TJX's positive apparel comps could not overcome lagging HomeGoods sales in JulQ (TJX)
After Walmart (WMT) rang the alarm on softening apparel sales last month due to inflationary pressures, there was a concern that off-price department chain TJX (TJX), which derived 47% of its total FY22 sales from clothing and footwear, would struggle in Q2 (Jul). However, although TJX missed revenue estimates in the quarter, it was largely due to softness in its home category. In fact, within its overall apparel business, comp sales were slightly positive each month in JulQ.
We noted last week that after strong JunQ numbers from second-hand fashion platform Poshmark (POSH), which signaled that consumers were beginning to trade down, TJX was positioned to buck the trend seen by WMT, given its discounted prices. While this materialized, the declining sales growth within TJX's HomeGoods segment, as well as light sales in other categories within the Marmaxx segment, weighed on overall comp growth in the quarter.
- U.S. same-store sales fell by 5% in Q2, coming up just short of TJX's prior expectations of negative 1% to 3%, while overall revs dropped 1.9% yr/yr to $11.84 bln.
- On the bright side, TJX's open-only comparable store sales did meet previous guidance of +21%.
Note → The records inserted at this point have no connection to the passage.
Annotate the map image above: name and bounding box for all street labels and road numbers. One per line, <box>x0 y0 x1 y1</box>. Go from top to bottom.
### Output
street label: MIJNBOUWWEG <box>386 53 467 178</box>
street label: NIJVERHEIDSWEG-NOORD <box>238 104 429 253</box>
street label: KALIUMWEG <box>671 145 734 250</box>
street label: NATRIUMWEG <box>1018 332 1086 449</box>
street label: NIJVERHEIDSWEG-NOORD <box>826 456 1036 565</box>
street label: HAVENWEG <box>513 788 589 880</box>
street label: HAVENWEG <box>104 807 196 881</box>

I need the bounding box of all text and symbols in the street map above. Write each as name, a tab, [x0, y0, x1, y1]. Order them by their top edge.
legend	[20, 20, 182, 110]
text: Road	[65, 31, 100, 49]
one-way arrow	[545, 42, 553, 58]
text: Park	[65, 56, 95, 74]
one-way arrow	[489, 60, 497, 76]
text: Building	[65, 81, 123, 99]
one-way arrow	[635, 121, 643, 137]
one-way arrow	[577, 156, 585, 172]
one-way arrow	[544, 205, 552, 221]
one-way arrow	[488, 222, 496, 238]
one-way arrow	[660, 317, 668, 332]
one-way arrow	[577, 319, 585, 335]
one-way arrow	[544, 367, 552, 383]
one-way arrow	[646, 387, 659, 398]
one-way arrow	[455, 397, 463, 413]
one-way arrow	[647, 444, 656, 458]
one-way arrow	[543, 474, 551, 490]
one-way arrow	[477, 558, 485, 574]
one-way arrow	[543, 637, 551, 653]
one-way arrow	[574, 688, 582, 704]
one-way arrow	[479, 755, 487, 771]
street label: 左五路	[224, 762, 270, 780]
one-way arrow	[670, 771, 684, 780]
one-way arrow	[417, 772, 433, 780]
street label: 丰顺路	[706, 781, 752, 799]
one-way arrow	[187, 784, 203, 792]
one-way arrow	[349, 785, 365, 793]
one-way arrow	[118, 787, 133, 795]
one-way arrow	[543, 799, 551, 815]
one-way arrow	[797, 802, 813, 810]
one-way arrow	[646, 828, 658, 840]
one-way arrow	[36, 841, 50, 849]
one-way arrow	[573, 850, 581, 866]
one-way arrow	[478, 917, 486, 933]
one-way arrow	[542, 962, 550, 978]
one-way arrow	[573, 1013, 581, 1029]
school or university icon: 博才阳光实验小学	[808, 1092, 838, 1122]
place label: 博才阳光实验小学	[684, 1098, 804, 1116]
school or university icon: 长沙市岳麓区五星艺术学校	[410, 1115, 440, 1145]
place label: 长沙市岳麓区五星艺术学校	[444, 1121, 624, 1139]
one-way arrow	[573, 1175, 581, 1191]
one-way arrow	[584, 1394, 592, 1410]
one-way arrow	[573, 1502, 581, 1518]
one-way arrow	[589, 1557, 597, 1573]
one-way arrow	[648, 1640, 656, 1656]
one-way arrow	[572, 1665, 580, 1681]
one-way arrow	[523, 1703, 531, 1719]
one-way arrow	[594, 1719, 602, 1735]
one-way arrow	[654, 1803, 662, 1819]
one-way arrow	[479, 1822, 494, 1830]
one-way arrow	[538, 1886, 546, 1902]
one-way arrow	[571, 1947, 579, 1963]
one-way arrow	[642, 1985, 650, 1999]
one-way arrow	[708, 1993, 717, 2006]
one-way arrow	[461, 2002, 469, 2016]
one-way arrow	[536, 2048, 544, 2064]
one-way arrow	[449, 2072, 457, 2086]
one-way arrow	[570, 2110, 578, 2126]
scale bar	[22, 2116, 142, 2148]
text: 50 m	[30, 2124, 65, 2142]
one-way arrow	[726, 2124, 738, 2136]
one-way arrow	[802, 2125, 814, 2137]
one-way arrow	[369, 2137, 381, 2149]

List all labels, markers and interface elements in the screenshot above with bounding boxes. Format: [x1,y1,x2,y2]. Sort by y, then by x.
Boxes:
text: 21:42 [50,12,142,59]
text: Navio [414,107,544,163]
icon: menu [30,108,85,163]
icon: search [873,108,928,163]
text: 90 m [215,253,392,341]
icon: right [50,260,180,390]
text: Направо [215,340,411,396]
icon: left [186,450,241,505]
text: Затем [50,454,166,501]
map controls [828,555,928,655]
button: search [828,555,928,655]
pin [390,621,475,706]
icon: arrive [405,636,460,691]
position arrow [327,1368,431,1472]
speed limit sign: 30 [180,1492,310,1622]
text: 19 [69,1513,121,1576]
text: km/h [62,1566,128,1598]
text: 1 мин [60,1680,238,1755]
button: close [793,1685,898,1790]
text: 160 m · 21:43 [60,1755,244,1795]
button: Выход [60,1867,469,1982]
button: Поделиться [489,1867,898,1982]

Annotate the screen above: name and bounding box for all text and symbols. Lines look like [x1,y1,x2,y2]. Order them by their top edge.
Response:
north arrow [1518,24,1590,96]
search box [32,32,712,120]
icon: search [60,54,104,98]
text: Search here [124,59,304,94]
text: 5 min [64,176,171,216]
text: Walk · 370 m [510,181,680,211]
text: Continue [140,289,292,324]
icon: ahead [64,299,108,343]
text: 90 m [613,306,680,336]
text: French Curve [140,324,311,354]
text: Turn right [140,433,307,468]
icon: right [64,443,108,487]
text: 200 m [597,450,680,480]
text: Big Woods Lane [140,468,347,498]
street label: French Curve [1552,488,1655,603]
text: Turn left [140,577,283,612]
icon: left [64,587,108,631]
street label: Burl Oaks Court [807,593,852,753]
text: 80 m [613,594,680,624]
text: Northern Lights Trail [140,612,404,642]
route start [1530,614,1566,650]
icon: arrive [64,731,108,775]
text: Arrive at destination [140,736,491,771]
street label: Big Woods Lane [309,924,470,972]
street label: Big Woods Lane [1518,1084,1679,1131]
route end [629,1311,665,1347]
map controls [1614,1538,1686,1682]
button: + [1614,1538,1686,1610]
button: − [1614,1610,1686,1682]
- Marmaxx, which includes the T.J. Maxx, Marshalls, and Sierra banners, saw comps fall by 2%, while HomeGoods, which includes HomeGoods and Homesense stores, experienced negative 13% comp growth.
- Weak HomeGoods comps follow in the footsteps of other home goods retailers, like Wayfair (W), which noticed discretionary dollars flowing away from goods toward services.
- Furthermore, WMT noted it is focused on reducing exposure to its home category. At the same time, Target (TGT) stated today that its home category saw a low single-digit decline yr/yr despite encouraging early results in back-to-school goods.
- Another highlight was TJX's adjusted EPS of $0.69, which was at the high end of its prior forecast of $0.65-0.69. However, the company tends to guide each quarter conservatively, so this positive is not standing out that strongly. Meanwhile, TJX's Q3 (Oct) earnings guidance was below consensus, while its Q4 (Jan) outlook merely met expectations, setting FY23 up for adjusted EPS of $3.06-3.14, falling just short of estimates.
- TJX also trimmed its FY23 same-store sales outlook to a decrease of 2% to 3% from its previous projection of an increase of +1-2%.
Overall, while TJX bucked the sliding apparel sales trend seen by WMT as well as TGT today, the shift away from more discretionary home goods weighed on its JulQ results. Nevertheless, as today's relatively muted price reaction indicates, investors remain optimistic that TJX will be a go-to retailer during the current inflationary environment. Its off-price business model bodes well for consumers looking for good deals without sacrificing style and design.
On a final note, TJX's solid apparel comps are a bullish sign for its competition, such as Ross Stores (ROST), which reports after-market tomorrow, and Nordstrom (JWN), where its off-price banner, Nordstrom Rack, totaled 34% of AprQ sales.